Excerpted data Block Start
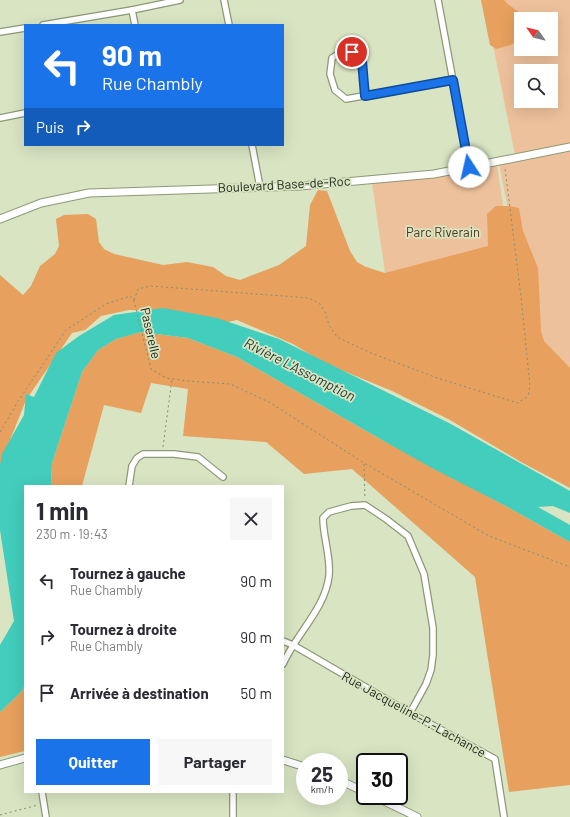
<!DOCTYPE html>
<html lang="fr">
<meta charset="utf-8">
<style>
:root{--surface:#fff;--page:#f7f7f7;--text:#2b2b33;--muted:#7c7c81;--accent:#1a73e8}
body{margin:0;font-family:Barlow,sans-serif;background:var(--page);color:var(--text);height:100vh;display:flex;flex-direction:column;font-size:15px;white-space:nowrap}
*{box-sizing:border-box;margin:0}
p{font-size:13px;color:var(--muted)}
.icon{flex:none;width:22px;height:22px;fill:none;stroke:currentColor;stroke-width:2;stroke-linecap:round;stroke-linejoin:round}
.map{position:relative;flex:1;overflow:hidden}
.drawer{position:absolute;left:24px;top:485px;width:260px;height:308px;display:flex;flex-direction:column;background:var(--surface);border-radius:0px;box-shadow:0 4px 16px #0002}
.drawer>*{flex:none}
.hud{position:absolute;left:24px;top:24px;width:260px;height:122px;border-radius:0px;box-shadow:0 4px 16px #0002;background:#1a73e8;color:#fff;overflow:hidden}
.needle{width:26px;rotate:304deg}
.fabs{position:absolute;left:514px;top:12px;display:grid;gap:8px}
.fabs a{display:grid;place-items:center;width:44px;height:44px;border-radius:0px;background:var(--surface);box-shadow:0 4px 16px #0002;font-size:20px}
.speed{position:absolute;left:296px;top:753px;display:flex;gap:8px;font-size:20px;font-weight:700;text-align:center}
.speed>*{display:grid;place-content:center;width:52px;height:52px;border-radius:50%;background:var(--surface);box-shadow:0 4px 16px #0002;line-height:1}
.speed small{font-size:10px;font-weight:400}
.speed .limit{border:2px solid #111;border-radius:6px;background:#fff;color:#111}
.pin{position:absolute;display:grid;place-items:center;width:34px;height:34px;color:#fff;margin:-17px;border:2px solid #fff;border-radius:50%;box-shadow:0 1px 4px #0007}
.me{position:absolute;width:44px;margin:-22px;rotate:350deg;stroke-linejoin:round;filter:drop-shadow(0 0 3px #0008)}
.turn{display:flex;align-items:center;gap:14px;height:84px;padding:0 12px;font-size:18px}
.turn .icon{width:52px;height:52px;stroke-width:2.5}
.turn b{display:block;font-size:28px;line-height:34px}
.then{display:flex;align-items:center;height:38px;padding:0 12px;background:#0003;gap:8px;font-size:15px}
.round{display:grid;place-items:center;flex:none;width:42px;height:42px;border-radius:0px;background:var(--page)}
.summary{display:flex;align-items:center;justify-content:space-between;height:68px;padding:0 12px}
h1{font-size:24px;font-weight:700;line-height:30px}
.primary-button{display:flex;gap:8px;margin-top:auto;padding:8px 12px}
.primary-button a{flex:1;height:46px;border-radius:0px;background:var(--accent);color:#fff;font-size:16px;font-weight:700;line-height:46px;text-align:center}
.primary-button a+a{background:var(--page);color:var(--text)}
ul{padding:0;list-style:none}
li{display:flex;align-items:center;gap:12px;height:56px;padding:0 12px}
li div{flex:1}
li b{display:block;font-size:15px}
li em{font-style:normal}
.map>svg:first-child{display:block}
.green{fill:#edc19b;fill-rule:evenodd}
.forest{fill:#e7a05d}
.water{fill:#42cdbc}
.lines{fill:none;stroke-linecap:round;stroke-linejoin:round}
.minor-casing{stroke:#8d9878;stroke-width:8}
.tertiary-casing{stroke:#8d9878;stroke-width:9}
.path{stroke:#848d75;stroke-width:1;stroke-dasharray:2 3;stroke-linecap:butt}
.minor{stroke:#fff;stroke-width:5.5}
.tertiary{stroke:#fff;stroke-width:7}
.route-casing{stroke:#114b97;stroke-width:10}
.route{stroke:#1a73e8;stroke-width:7}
.labels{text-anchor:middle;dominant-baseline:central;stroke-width:3.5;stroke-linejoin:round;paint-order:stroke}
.street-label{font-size:13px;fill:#1e2316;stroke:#d8e4c2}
.park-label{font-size:13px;fill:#533519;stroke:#d8e4c2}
.water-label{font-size:14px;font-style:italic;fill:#1d3431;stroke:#d8e4c2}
</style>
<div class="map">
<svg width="570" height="817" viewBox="0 0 570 817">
<rect width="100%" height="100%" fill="#d8e4c2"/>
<g class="green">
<path d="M484 0H570V145L515 155ZM521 19H551V49H521ZM521 71H551V101H521Z"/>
<path d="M570 150V470L561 472 499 164Z"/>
<path d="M497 164 514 280 389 300 372 183Z"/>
</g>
<g class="forest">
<path d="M481 0H504L509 5 529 19H521V37L511 45 496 49 490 45Z"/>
<path d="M318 190 327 191 350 251 357 262 366 267 385 273 488 246 487 214 496 206H510L519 208 523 231 538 268 541 331 544 341 570 368V488L521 462 450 420 392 391 322 362 293 344 237 320 224 323 172 311 129 310 101 316 85 330 72 333 26 400 0 465V275L23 295 31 286 40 266 55 254 59 246 56 219 64 215 88 214 96 219 99 242 104 249 114 254 163 265 187 262 213 267 226 276 240 280 279 265 306 246 310 205Z"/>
<path d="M141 332 188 338 237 357 375 436 504 505 570 542V785L509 792 475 577 352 469 304 474 266 442 183 436 188 389 151 383 141 413 104 405 82 486H51L52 463 82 372 98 350 116 339Z"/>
<path d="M25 685V751L0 757V712L21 692Z"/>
</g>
<path class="water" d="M163 308 217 318 279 339 449 423 570 491V513L553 506 538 507 570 525V542L504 505 432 468 375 436 237 357 188 338 141 332 116 339 98 350 82 372 52 463 51 486H25V685L21 692 0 712V645L14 621 0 530V465L2 454 24 415 26 394 34 397 56 353 79 336 114 315Z"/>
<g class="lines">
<g class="minor-casing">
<g id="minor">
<path d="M224 0 229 25"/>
<path d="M438 0 469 167"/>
<path d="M132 10 135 25"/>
<path d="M43 25 132 10 180 0"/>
<path d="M0 32 25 28"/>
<path d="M365 96 362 61 352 52H341L332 58 330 74 335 90 346 99 453 80"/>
<path d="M0 118 25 113"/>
<path d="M252 145 260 187"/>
<path d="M129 486 132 466 137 458 143 454H174L198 457 223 477"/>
<path d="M283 641 293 645 410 713 495 759 504 817"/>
<path d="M283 664C296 634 325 609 329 576 331 557 323 537 323 518L329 512 351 506 365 505 386 519 408 536 424 574 433 628V655L431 670 426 684 410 713"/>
<path d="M42 792 46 817"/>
<path d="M233 792V817"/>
</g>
</g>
<g class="tertiary-casing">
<g id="tertiary">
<path d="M0 219 41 203 89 193 300 186 434 174 570 147"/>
<path d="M283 760 305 767"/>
<path d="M0 765 25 758"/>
<path d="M339 780 365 792"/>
<path d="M374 796 417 817"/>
</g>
</g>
<g class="path">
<path d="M134 300 138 289 150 286 309 298 320 304 325 312 329 325 337 337 371 353 440 379 518 403 528 396 530 386 521 297 505 168"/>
<path d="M0 432 17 403 66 330 106 304 130 296 134 301 151 369 166 378 187 381 230 384 269 402 364 463 489 536 570 567"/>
<path d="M163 447 172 379"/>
<path d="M364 464 365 499"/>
<path d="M0 815 38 805"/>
</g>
<use href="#minor" class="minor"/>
<use href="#tertiary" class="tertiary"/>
</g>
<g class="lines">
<g class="route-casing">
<path id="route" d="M352 52 362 61 365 96 453 80 469 167"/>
</g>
<use href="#route" class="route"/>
</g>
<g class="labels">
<g class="street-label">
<text transform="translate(284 184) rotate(-3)">Boulevard Base-de-Roc</text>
<text transform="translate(151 333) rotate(77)">Paserelle</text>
<text transform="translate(414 714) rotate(29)">Rue Jacqueline-P.-Lachance</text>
</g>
<g class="park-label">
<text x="443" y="232">Parc Riverain</text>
</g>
<g class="water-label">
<text transform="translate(300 369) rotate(27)">Rivière L'Assomption</text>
</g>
</g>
</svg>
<div class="fabs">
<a><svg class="needle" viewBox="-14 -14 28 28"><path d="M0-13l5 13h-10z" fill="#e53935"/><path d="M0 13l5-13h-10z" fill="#7c7c81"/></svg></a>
<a><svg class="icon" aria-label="search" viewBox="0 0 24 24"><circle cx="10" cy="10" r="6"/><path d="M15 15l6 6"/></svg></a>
</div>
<div class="speed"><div>25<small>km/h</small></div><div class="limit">30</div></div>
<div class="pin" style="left:352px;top:52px;background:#d93025"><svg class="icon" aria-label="arrive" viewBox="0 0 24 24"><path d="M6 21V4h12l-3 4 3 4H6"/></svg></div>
<svg class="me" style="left:469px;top:167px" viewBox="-20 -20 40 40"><circle r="19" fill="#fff"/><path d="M0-13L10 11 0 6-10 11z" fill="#1a73e8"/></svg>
<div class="hud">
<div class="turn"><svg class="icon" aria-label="left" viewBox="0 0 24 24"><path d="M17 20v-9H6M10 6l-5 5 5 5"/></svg><div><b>90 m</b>Rue Chambly</div></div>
<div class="then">Puis<svg class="icon" aria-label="right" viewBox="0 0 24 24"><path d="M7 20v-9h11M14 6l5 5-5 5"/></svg></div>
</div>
<section class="drawer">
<div class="summary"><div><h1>1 min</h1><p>230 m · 19:43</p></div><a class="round"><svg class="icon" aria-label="close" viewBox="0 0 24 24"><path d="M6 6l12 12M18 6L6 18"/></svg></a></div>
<ul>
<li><svg class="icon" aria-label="left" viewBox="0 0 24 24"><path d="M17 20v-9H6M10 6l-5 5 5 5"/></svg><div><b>Tournez à gauche</b><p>Rue Chambly</p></div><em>90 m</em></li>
<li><svg class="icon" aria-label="right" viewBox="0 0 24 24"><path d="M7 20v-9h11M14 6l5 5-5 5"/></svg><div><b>Tournez à droite</b><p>Rue Chambly</p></div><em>90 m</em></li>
<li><svg class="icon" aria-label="arrive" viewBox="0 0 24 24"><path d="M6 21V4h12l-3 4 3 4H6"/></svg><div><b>Arrivée à destination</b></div><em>50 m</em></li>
</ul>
<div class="primary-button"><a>Quitter</a><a>Partager</a></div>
</section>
</div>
Excerpted data Block End
### Assigned task
Find every line in the records that has the word "speed". Copy those lines.

### Output for this task
.speed{position:absolute;left:296px;top:753px;display:flex;gap:8px;font-size:20px;font-weight:700;text-align:center}
.speed>*{display:grid;place-content:center;width:52px;height:52px;border-radius:50%;background:var(--surface);box-shadow:0 4px 16px #0002;line-height:1}
.speed small{font-size:10px;font-weight:400}
.speed .limit{border:2px solid #111;border-radius:6px;background:#fff;color:#111}
<div class="speed"><div>25<small>km/h</small></div><div class="limit">30</div></div>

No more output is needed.